La despedida de la víspera en casa de Guillermo Cano fue tan tormentosa que cuando llegué al aeropuerto ya se había ido el avión de Cartagena, donde dormiría esa noche para despedirme de la familia. Por fortuna alcancé otro al mediodía. Hice bien, porque el ambiente doméstico se había distendido desde la última vez, y mis padres y hermanos se sentían capaces de sobrevivir sin el bote de remos que yo iba a necesitar más que ellos en Europa.

Viajé a Barranquilla por carretera al día siguiente muy temprano para tomar el vuelo de París a las dos de la tarde. En la terminal de buses de Cartagena me encontré con Lácides, el portero inolvidable del Rascacielos, a quien no veía desde entonces. Se me echó encima con un abrazo de verdad y los ojos en lágrimas, sin saber qué decir ni cómo tratarme. Al final de un intercambio atropellado, porque su autobús llegaba y el mío se iba, me dijo con un fervor que me dio en el alma:

– Lo que no entiendo, don Gabriel, es por qué no me dijo nunca quién era usted.

– Ay, mi querido Lácides -le contesté, más adolorido que él-, no podía decírselo porque todavía hoy ni yo mismo sé quién soy yo.

Horas después, en el taxi que me llevaba al aeropuerto de Barranquilla bajo el ingrato cielo más transparente que ningún otro del mundo, caí en la cuenta de que estaba en la avenida Veinte de Julio. Por un reflejo que ya formaba parte de mi vida desde hacía cinco años miré hacia la casa de Mercedes Barcha. Y allí estaba, como una estatua sentada en el portal, esbelta y lejana, y puntual en la moda del año con un vestido verde de encajes dorados, el cabello cortado como alas de golondrinas y la quietud intensa de quien espera a alguien que no ha de llegar. No pude eludir el frémito de que iba a perderla para siempre un jueves de julio a una hora tan temprana, y por un instante pensé en parar el taxi para despedirme, pero preferí no desafiar una vez más a un destino tan incierto y persistente como el mío.

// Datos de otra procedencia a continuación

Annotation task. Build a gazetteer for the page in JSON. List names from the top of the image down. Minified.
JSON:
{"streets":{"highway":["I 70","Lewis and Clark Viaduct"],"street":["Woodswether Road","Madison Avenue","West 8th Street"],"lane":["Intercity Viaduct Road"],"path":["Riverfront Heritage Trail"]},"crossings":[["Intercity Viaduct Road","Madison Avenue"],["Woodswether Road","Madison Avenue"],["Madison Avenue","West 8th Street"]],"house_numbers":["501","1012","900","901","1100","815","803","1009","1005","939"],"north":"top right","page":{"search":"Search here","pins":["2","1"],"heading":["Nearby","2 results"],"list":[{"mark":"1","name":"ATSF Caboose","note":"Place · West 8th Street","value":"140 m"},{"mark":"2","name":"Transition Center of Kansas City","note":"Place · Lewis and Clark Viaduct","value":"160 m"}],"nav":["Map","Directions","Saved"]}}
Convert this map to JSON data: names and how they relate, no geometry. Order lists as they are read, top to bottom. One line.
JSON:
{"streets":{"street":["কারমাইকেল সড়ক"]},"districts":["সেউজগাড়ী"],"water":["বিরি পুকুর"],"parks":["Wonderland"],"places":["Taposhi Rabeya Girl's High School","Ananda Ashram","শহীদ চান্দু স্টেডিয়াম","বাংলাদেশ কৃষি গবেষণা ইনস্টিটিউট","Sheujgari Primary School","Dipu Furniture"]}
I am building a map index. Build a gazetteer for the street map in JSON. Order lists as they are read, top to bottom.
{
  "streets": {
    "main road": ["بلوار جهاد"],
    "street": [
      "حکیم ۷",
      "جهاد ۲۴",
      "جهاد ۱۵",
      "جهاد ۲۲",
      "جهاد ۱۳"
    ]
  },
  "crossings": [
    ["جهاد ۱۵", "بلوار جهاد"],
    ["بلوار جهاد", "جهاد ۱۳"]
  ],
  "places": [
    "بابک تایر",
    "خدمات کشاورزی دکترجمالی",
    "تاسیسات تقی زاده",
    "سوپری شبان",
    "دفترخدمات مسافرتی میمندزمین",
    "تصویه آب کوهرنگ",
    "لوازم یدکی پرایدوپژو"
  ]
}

En el avión en vuelo seguía castigado por los retortijones del arrepentimiento. Existía entonces la buena costumbre de poner en el respaldo del asiento delantero algo que en buen romance todavía se llamaba recado de escribir. Una hoja de esquela con ribetes dorados y su cubierta del mismo papel de lino rosa, crema o azul, y a veces perfumado. En mis pocos viajes anteriores los había usado para escribir poemas de adioses que convertía en palomitas de papel y las echaba al vuelo al bajar del avión. Escogí uno azul celeste y le escribí mi primera carta formal a Mercedes sentada en el portal de su casa a las siete de la mañana, con el traje verde de novia sin dueño y el cabello de golondrina incierta, sin sospechar siquiera para quién se había vestido al amanecer. Le había escrito otras notas de juguete que improvisaba al azar y sólo recibía respuestas verbales y siempre elusivas cuando nos encontrábamos por casualidad. Aquéllas no pretendían ser más que cinco líneas para darle la noticia oficial de mi viaje. Sin embargo, al final agregué una posdata que me cegó como un relámpago al mediodía en el instante de firmar: «Si no recibo contestación a esta carta antes de un mes, me quedaré a vivir para siempre en Europa». Me permití apenas el tiempo para pensarlo otra vez antes de echar la carta a las dos de la madrugada en el buzón del desolado aeropuerto de Montego Bay. Ya era viernes. El jueves de la semana siguiente, cuando entré en el hotel de Ginebra al cabo de otra jornada inútil de desacuerdos internacionales, encontré la carta de respuesta.